ANKARA: A mock tombstone in the park designating the death of Turkish democracy. A poster on a lamppost suggesting people eat cake in the face of the national currency’s collapse.
The works of a Turkish street artist have become emblematic of the subversive forms of grassroots protest emerging against President Recep Tayyip Erdogan’s two-decade rule.
The 34-year-old Hikmeti Tabiyeci — a pseudonym meaning “physicist” in Ottoman-era Turkish — draws inevitable comparisons to the British superstar Banksy.
But the Turkish artist operates in a far more ominous landscape.
Turkish musicians, filmmakers and authors have been prosecuted for rebelling against the policies of Erdogan’s Islamic-rooted party, whose expanding influence covers much of the media, the education system and the courts.
“Even the most democratic gatherings are often prohibited,” Hikmeti Tabiyeci remarked in an interview with AFP in the capital Ankara.
A former political activist, Hikmeti Tabiyeci shot to fame after leaving his career in advertising and devoting himself to art four years ago.
He chose the streets as his canvas, exhibiting works ranging from posters, paintings and installations to graffiti art, often tinting them with ironic humor.
“The streets are filled with trauma in Turkiye’s political history,” he said.
“My uncle, whom I never knew, was killed just for putting up political posters in the run-up to the 1980 coup,” he said, referring to a particularly violent era in Turkish politics.
Apart from a quiet, more democratic spell in the early 2000s, Turkish history has been paved with coup attempts, including a failed one in 2016 that Erdogan responded to with a sweeping crackdown.
Hikmeti Tabiyeci does not exclusively focus on making political statements, often preferring to have mind-bending fun with his work.
“Most of them are just humorous, like when I draw a landing strip for bees in a park. But even for these, I receive hundreds messages asking if I am not afraid of being arrested,” he said.
“This shows the extent of fear and repression. Even talking about fundamental rights such as the need to apply existing laws, to respect the environment or to say no to femicide has become political.”

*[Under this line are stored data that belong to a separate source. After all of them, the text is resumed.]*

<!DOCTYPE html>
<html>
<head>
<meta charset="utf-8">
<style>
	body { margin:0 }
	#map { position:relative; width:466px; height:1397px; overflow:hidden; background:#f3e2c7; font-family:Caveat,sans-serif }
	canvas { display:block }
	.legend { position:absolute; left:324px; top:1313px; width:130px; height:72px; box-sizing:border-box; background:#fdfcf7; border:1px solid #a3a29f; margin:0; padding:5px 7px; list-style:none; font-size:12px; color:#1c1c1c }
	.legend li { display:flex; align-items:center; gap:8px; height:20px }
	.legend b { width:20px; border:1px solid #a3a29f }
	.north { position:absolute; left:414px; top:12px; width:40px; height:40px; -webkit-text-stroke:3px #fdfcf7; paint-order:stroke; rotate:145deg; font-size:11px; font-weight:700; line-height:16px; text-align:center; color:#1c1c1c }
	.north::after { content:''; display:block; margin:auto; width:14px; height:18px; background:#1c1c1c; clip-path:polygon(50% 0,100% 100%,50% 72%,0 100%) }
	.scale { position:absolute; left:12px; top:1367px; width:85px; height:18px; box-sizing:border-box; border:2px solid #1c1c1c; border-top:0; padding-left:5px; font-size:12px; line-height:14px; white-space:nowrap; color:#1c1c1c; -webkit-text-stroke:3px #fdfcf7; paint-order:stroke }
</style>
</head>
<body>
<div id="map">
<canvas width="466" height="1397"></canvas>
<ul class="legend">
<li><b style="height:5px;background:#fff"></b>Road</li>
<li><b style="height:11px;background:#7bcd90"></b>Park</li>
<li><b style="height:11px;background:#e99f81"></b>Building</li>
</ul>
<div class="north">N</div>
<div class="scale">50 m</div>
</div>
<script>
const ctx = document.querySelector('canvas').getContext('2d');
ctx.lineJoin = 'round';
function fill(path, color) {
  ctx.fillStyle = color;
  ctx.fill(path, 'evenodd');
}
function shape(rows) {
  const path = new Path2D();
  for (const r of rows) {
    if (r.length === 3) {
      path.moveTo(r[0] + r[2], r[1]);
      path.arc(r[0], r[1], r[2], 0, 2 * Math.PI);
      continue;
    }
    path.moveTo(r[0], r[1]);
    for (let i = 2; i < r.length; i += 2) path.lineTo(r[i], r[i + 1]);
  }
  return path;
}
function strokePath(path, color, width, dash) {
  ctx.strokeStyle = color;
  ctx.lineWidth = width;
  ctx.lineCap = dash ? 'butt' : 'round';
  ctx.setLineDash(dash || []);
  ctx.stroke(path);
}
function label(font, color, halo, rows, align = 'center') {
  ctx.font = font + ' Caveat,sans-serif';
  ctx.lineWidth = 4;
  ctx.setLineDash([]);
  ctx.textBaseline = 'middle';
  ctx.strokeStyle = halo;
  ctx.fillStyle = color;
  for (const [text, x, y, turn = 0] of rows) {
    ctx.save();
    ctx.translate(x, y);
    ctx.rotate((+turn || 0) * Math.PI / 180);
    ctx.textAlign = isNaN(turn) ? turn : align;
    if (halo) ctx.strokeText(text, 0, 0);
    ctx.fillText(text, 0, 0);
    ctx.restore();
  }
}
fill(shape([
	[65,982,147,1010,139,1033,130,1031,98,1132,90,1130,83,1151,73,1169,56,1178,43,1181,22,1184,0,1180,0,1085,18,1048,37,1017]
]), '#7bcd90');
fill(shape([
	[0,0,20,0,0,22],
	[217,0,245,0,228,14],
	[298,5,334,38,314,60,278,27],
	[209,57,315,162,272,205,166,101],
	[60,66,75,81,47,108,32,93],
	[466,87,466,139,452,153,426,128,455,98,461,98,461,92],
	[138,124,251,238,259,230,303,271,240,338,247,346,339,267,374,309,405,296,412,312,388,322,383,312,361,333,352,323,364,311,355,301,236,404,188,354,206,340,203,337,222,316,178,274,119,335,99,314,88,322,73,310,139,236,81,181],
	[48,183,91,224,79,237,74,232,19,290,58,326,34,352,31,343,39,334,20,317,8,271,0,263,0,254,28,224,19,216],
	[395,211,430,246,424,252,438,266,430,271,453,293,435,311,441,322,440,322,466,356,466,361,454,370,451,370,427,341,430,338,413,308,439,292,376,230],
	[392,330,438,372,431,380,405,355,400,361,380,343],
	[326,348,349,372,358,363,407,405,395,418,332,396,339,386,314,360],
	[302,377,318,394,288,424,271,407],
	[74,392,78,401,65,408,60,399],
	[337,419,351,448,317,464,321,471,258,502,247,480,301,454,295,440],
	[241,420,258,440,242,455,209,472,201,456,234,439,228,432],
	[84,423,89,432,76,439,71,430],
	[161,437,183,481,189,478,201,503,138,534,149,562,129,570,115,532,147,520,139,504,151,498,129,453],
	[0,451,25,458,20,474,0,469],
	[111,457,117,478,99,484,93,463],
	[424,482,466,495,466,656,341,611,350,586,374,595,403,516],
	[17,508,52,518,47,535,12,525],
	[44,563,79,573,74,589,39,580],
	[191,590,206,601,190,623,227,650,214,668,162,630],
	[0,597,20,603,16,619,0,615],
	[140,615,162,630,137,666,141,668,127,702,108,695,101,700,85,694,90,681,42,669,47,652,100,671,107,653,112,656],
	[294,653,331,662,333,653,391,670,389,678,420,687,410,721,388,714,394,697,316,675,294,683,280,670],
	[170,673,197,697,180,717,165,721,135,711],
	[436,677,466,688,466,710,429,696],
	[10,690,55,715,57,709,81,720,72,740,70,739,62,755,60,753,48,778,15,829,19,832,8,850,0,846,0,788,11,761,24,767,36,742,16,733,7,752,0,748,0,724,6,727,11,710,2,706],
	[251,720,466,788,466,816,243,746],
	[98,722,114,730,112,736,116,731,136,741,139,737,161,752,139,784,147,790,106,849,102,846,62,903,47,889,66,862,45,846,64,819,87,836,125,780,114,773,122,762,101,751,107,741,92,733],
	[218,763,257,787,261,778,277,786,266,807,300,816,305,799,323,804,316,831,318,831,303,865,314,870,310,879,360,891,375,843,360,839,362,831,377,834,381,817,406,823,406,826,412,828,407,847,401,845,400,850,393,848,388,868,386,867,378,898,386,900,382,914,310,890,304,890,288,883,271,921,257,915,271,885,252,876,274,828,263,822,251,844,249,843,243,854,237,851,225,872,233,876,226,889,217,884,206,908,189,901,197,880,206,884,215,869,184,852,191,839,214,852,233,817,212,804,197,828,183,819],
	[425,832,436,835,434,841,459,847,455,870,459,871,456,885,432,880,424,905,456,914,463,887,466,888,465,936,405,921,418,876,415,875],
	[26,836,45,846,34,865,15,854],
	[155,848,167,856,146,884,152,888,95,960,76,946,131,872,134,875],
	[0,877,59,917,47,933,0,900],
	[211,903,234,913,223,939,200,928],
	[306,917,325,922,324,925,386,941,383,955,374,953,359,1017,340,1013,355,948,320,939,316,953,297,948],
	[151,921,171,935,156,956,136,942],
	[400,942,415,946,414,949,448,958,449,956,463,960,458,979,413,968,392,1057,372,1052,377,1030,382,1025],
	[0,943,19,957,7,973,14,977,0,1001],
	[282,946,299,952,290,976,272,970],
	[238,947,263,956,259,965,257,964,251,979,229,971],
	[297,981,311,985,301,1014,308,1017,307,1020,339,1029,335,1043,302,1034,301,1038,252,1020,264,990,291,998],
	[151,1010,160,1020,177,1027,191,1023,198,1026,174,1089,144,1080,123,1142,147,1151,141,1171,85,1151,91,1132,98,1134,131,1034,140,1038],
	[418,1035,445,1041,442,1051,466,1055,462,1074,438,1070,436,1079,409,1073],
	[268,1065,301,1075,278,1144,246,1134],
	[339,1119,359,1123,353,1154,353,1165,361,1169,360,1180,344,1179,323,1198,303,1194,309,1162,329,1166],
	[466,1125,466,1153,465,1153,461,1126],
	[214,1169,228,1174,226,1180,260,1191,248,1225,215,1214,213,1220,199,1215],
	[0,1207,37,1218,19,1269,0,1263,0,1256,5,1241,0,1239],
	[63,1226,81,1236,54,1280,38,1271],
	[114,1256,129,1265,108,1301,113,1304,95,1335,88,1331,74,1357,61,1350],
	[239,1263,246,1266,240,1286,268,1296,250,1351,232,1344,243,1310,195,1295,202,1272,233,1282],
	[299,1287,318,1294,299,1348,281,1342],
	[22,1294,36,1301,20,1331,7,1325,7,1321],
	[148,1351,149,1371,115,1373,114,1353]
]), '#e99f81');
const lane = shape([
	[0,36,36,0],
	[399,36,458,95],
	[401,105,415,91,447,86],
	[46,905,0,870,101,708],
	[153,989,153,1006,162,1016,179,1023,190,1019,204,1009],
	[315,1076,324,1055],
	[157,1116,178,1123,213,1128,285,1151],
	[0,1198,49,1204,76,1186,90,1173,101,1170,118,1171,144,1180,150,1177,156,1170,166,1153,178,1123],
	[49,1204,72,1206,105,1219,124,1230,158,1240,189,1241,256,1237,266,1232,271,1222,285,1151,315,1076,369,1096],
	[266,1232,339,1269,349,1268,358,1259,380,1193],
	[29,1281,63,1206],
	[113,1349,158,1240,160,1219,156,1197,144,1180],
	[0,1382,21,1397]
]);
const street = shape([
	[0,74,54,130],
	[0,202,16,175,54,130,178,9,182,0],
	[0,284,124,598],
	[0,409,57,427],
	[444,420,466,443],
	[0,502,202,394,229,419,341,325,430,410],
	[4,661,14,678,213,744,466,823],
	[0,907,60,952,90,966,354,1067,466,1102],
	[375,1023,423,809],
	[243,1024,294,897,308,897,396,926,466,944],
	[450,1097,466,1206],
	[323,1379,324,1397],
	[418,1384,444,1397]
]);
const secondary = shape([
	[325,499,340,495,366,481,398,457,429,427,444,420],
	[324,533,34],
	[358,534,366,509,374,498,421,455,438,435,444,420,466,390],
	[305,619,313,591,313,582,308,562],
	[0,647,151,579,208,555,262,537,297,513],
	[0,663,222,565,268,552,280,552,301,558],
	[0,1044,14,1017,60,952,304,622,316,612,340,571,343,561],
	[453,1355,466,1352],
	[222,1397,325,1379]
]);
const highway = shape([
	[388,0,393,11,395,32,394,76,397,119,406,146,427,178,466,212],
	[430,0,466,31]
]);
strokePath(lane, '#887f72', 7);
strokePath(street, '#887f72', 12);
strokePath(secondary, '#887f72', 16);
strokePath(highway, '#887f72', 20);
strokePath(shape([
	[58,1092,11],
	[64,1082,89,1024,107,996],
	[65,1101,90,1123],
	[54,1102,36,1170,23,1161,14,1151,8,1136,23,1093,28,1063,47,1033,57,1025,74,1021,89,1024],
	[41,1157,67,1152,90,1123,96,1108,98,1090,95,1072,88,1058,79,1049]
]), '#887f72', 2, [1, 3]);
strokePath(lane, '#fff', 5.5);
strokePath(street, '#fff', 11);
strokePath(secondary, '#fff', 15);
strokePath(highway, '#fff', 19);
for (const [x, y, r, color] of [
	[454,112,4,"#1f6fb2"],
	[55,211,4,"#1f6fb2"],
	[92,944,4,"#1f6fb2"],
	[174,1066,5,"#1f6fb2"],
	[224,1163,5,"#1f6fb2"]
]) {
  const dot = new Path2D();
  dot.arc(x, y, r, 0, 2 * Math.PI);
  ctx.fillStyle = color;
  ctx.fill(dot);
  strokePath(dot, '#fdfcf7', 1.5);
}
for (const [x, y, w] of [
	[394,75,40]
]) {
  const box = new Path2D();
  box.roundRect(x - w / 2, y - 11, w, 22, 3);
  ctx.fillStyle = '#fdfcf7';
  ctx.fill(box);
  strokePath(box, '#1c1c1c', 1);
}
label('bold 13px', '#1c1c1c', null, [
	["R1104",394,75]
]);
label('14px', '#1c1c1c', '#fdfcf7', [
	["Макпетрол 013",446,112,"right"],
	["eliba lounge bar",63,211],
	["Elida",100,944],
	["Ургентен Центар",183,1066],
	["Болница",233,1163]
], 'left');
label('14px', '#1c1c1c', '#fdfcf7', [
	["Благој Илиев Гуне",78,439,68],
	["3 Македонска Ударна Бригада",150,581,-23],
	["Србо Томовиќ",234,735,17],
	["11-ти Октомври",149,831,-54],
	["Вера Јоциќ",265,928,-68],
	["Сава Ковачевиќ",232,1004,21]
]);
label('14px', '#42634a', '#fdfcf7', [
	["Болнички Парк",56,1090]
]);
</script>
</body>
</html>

These pressure came to a head after Turkiye was rocked by a massive earthquake one year ago that claimed more than 53,000 lives. Nearly 6,000 more died in neighboring Syria.
Erdogan’s government came under intense fire over stories of survivors spending days trying to save their loved ones under the rubble, with no help from rescuers or the army in sight.
Hikmeti Tabiyeci responded with a talismanic work depicting the silhouettes of three children, plunged in the darkness of a shattered city, looking out at the distant lights of Erdogan’s sumptuous presidential palace.
He posted the picture on Instagram, where the “drawing went around the world,” he said.
“Newspapers published it in Europe and the United States. I received many messages of thanks, but I also suffered an online lynching. I was afraid of possible repercussions,” he said.
He never encountered legal problems, but ultimately abandoned plans to paint a similar fresco in Hatay — the province most ravaged by the disaster — for fear of harming his local partners.
Hikmeti Tabiyeci still produces works in the Syrian border region.
One is of an eye shedding a tear next to a play on words involving Hatay’s name, which can be used to imply making mistakes.
And he plans to return there in April, this time accompanied by a group of international artists.
“We will do a painting on a wall that is still standing. It will not be political. At least not directly,” he said with a smile.